MAGGI MOMENT


EDITORIAL OPIATE TATHAGATA SATPATHY

All of a sudden, all hell is let loose. Nestle, a multinational food company, is slapped with a case and its popular product Maggi dragged out of shop shelves state after state with a rare flourish. The company is literally taken to cleaners over a really serious finding by a state food quality controller that the instant noodle packs – the tastemaker packet rather — contained dangerously high levels of lead. Most urban dwellers in particular are understandably worried. Fact, however, is that we are missing the woods for a tree.

This is not to support Nestle. But, the inescapable question is, what about the rest of the products that we consume, and how safe are they. The question arises from two premises, namely the already well-known allegation that our food safety controllers are hardly doing their job other than pocketing gratifications and hefty bribes, and many of the native food items sold in public are exposed to toxic substances to highly dangerous levels. In real terms, there have been little of governmental initiatives across the country to ensure food safety. Having set up an authority at the central level, or similar ones at state level, alone will not make much of a difference. For instance, food controllers state after state woke up only after their counterparts in Uttar Pradesh zeroed in on Maggi and detected danger. The frenzy with which they act now, that too against just one brand, would have us believe these official agencies came into existence just a day ago or that they had been in a deep slumber. Maybe Maggi was zoomed in on for some ulterior motive. Why were these checks not done decades earlier raises doubts.

The free-for-all in the Indian consumables sector has been astonishing for many years. There was virtually no control and various marketing agencies bribed their way into marketing substances with poisonous content, by way of over exposure to pesticides, fertilizers or chemicals.

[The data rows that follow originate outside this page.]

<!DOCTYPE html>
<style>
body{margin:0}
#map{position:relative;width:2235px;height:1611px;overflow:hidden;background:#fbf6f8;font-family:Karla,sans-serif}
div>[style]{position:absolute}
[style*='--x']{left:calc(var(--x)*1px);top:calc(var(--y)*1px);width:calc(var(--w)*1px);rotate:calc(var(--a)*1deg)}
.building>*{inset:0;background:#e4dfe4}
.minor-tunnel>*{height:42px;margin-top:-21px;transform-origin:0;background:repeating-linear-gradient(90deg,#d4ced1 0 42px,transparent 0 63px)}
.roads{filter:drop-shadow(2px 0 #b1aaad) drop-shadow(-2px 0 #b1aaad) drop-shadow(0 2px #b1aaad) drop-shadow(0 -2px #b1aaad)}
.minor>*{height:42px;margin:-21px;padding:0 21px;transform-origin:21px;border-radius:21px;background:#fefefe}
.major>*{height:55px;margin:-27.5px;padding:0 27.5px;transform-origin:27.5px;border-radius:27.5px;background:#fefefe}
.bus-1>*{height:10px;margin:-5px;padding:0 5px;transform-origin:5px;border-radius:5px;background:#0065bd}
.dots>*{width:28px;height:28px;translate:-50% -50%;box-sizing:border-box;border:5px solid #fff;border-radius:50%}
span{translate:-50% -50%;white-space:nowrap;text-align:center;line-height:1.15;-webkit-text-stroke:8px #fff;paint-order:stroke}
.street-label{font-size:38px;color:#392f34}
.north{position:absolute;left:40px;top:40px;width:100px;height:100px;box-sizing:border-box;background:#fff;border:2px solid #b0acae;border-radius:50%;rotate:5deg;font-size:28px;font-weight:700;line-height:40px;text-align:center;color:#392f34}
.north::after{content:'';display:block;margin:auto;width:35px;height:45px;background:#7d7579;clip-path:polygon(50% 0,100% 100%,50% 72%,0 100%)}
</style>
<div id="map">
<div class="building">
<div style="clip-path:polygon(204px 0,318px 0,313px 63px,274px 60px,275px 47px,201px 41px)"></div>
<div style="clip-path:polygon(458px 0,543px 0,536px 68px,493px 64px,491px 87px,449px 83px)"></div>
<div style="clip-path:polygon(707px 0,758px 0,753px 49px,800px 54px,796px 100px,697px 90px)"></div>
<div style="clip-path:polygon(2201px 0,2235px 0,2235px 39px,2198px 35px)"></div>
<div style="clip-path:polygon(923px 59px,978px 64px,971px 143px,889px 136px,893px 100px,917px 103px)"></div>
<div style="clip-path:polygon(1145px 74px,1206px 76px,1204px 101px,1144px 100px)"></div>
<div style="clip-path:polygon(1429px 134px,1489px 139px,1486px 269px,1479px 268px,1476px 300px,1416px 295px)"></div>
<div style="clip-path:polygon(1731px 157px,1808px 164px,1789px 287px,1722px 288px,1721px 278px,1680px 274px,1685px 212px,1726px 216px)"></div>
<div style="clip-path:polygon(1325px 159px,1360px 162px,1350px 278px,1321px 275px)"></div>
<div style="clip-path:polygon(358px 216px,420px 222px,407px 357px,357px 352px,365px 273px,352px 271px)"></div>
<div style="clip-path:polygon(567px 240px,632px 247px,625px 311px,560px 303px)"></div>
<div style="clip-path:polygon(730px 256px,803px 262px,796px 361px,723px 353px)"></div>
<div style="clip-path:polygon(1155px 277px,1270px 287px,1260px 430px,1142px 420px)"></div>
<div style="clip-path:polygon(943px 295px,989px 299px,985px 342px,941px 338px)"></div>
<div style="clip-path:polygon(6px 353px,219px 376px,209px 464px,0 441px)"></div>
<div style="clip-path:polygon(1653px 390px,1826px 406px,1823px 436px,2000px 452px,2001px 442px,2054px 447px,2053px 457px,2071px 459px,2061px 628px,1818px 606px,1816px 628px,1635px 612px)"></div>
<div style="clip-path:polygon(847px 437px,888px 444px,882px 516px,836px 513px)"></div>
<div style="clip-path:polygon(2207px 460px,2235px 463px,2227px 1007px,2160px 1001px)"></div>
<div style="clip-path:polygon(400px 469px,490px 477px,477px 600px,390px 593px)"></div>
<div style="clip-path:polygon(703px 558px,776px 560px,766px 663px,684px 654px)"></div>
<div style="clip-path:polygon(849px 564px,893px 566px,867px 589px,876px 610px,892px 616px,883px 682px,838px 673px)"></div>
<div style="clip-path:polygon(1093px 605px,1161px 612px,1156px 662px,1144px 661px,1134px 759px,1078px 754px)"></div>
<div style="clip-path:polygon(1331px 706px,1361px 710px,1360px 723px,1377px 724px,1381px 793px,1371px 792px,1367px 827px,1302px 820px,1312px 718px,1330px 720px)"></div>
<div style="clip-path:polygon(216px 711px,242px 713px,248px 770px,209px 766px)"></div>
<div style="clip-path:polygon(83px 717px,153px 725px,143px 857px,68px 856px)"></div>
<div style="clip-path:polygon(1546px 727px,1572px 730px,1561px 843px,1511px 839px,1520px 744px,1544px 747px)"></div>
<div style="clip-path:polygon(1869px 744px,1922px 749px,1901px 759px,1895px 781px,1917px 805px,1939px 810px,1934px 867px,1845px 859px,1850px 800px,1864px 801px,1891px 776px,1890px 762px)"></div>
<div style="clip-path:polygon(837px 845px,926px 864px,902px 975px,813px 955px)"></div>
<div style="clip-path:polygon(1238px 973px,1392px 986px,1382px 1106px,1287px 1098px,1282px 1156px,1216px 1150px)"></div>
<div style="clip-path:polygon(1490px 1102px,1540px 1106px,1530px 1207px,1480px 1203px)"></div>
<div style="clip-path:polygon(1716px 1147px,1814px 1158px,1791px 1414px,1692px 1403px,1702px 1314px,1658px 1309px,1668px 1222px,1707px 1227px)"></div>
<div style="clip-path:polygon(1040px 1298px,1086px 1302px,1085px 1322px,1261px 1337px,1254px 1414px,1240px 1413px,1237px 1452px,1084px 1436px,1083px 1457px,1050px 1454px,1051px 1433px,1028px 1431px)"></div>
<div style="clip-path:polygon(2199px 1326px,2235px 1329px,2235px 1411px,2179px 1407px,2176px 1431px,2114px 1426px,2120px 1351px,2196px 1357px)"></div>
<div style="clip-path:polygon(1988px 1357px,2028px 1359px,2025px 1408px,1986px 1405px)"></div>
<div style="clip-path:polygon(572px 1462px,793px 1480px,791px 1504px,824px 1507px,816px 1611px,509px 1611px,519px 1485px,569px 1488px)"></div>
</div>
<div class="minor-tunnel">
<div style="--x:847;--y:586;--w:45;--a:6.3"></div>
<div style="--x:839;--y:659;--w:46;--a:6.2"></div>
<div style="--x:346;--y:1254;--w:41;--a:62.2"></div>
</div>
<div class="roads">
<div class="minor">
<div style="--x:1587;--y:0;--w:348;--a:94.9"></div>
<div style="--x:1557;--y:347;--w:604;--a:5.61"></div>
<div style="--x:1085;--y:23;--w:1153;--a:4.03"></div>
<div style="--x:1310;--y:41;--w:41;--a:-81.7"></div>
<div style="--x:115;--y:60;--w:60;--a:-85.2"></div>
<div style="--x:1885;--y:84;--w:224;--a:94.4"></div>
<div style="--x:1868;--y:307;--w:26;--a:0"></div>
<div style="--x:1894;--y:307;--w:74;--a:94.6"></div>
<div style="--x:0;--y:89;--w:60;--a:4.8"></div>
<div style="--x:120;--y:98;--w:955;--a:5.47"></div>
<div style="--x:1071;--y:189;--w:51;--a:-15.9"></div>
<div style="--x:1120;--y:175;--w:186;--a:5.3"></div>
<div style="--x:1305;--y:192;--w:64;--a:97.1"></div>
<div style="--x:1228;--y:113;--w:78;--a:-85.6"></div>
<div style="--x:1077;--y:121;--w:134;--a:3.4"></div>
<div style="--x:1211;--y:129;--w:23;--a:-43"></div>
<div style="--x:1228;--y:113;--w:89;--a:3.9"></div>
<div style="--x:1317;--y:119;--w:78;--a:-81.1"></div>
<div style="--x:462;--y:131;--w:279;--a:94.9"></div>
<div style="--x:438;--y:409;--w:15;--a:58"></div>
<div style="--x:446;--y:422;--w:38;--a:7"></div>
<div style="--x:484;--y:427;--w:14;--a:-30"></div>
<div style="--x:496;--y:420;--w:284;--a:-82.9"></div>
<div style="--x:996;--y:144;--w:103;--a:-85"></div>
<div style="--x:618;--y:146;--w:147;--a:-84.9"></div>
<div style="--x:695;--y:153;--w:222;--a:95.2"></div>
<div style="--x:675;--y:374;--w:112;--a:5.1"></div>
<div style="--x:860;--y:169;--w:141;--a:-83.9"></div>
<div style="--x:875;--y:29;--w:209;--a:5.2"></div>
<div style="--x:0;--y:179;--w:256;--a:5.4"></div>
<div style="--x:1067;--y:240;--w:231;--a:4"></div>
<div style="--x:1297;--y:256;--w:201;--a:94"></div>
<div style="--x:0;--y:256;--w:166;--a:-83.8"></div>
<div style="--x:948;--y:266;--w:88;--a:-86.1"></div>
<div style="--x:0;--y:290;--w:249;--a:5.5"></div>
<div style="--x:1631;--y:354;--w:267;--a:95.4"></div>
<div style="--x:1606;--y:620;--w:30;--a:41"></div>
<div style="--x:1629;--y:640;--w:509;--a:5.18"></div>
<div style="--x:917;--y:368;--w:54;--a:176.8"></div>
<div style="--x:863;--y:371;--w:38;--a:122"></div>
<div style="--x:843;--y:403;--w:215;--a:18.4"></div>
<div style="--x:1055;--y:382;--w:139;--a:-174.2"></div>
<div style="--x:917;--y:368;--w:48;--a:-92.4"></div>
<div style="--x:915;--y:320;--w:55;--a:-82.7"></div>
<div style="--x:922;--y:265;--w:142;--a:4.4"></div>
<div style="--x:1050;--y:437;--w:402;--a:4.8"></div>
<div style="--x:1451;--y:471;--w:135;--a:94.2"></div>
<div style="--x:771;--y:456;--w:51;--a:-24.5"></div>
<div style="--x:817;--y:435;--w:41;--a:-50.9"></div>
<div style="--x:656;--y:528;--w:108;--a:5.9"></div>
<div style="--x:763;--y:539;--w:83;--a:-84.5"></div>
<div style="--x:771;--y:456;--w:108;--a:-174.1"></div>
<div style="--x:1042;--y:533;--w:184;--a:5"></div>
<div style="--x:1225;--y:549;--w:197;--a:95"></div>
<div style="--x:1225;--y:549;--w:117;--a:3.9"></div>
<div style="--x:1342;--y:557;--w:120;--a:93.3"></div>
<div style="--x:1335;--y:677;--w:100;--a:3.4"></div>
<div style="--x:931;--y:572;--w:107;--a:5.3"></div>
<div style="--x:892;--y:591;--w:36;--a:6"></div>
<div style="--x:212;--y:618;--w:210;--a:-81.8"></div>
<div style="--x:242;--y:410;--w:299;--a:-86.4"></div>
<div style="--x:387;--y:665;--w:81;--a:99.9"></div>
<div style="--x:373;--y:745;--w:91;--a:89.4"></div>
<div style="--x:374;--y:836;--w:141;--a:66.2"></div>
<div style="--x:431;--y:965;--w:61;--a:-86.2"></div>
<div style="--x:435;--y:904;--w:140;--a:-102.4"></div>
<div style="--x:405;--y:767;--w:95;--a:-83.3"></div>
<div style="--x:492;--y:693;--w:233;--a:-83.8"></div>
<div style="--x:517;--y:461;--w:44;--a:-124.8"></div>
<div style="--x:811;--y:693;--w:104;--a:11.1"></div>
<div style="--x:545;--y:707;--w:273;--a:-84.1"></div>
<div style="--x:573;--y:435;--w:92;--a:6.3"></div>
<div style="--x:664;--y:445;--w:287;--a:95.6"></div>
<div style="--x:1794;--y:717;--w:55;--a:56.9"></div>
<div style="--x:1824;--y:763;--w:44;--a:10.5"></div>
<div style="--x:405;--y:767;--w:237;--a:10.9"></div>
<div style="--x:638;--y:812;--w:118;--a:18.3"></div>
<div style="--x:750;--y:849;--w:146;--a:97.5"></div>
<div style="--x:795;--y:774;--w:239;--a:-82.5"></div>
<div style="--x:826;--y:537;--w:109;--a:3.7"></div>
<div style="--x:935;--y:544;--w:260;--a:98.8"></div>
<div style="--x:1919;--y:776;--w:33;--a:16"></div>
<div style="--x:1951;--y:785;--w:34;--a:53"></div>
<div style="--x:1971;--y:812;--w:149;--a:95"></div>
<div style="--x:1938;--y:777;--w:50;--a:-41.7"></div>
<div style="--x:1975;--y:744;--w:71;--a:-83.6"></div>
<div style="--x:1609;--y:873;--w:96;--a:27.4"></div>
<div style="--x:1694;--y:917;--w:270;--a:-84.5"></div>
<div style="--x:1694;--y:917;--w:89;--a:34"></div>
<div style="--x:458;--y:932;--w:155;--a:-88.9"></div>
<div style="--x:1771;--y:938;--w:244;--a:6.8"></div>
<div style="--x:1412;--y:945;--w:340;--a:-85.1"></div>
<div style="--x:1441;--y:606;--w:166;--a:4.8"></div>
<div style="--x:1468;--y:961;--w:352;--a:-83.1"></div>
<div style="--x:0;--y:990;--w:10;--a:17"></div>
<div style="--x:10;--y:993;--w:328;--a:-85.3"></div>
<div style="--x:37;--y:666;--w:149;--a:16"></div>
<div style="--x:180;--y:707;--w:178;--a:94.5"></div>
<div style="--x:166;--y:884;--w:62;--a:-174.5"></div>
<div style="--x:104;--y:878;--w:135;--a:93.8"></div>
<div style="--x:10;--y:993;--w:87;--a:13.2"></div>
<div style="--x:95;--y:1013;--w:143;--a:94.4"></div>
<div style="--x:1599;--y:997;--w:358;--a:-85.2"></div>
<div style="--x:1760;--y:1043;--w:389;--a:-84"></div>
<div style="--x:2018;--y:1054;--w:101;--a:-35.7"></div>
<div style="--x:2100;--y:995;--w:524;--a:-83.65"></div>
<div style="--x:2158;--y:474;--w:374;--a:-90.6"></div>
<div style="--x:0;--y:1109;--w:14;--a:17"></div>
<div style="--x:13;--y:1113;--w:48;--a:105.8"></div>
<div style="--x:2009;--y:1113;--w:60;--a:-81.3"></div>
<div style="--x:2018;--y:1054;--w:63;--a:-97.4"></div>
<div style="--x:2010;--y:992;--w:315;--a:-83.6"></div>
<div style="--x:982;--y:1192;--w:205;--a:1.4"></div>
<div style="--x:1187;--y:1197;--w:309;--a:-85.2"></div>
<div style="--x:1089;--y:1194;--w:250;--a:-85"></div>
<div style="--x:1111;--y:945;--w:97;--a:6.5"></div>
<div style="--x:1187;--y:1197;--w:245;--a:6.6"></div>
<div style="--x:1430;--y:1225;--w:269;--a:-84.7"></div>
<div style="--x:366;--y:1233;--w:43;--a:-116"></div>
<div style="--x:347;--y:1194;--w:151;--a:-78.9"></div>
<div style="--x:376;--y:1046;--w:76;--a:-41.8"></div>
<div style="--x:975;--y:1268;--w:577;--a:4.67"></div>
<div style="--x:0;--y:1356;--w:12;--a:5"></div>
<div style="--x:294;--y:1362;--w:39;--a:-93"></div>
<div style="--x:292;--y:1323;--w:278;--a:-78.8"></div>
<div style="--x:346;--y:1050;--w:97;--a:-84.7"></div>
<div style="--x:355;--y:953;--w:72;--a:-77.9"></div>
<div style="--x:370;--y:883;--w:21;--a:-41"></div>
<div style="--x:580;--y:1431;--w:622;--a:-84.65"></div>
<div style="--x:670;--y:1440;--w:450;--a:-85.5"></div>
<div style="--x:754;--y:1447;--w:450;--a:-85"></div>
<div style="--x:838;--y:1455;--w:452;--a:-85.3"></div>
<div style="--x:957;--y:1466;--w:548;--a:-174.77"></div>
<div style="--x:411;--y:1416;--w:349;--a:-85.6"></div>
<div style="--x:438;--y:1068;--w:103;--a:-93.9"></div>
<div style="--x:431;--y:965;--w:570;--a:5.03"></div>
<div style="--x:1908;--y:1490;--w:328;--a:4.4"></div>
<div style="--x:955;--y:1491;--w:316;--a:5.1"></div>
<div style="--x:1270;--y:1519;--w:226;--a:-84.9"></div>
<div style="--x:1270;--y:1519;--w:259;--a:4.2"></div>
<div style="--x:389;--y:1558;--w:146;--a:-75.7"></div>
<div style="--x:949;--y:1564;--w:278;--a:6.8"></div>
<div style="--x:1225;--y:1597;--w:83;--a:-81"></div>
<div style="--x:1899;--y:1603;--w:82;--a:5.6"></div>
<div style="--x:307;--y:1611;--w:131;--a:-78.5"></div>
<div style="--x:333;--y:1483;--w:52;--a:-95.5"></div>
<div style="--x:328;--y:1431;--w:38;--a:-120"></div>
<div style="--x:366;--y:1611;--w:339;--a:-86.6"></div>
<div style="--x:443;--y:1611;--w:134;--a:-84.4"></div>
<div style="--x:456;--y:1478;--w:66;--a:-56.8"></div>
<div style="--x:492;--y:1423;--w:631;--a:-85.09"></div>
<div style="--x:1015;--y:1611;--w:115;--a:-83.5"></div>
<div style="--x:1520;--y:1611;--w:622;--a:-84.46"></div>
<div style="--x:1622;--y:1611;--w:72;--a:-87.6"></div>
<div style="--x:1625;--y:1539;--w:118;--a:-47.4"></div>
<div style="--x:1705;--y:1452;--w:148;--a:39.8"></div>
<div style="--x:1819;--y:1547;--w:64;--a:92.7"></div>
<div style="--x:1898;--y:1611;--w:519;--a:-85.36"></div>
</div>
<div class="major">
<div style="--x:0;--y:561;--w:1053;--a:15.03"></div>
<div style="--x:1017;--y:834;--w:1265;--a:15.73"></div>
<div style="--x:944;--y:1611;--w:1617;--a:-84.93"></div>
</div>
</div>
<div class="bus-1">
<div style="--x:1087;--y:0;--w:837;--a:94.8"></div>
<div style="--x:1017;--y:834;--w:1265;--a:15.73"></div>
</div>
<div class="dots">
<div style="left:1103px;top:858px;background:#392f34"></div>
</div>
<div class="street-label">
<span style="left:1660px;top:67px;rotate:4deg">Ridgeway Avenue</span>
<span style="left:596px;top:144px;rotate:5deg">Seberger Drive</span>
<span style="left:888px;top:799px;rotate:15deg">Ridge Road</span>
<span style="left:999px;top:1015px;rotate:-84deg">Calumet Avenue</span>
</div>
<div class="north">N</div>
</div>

The ingredients for our domestically produced items have not been imported. They are local, with high degree of contaminants, and exposed to dirt and filth in immense measure. The very many local companies that produce noodles, chips, pickles, energy or growth drinks such as Horlicks, Boost, Maltova and others to name a few, cannot be trusted to be producing them by observing prescribed safety standards. This is true even of chapatis, naan, fruits, vegetables and even milk and milk products. All these food stuff are infected in multiple ways. With callous dereliction of duty on the part of food safety officials, they all were having a field day. Not just Maggi or Nestle. Since most of these products do not undergo regular and proper and scientific tests, the very many Indian products might come up as much more harmful as well. Therefore, Maggi, per se, should not be the end all of the present safety concern or investigations. It should rather be the starting point of a total, absolute cleaning up of the messy market.

It is high time that all the food items sold in the market – packed, canned, directly sold in mandis as well as super stores – in this country are properly checked. There must be a backward integration to ascertain the source of various ingredients, their effects on human health, and even how they are produced. High levels of chemicals and pesticides are used in the production of vegetables, as also wheat. Apples entering markets have a wax coating, which is highly injurious to health. Fish varieties reach our hands long periods after they are caught, and chemicals like formalin are used as preservatives. In almost every consumable’s production and marketing, mischief is at work so as to earn extra profit. With food safety officials looking the other way, the scenario has been worsening to highly dangerous levels. The ultimate result is people pay through their nose to ‘buy’ slow deaths through consumption of such products.

In olden days, people met their food requirements from the farms close to their homes. There was a direct link between those who produced and those who consumed. No one dared to play mischief. Not anymore. With a sharp upswing in urbanization and a huge growth of population, the source of production of food items and the end user – the consumer — are really far apart. ‘From the Farm to the Table’ is a fallacious concept these days.

The time now is to be alert and ask questions. The consumer needs protection. This Maggi issue may be dealt a death blow by the media itself which could accept advertisements to ‘kill’ the news. Government officials will again look the other way for reasons not so unknown. The health of the nation would suffer again. The only way out is not to get limited to Maggi but to spread the investigations much wider and do it regularly. If the culprits are located, punish them severely. That may be the only way to rein in such a huge disaster from unfolding itself.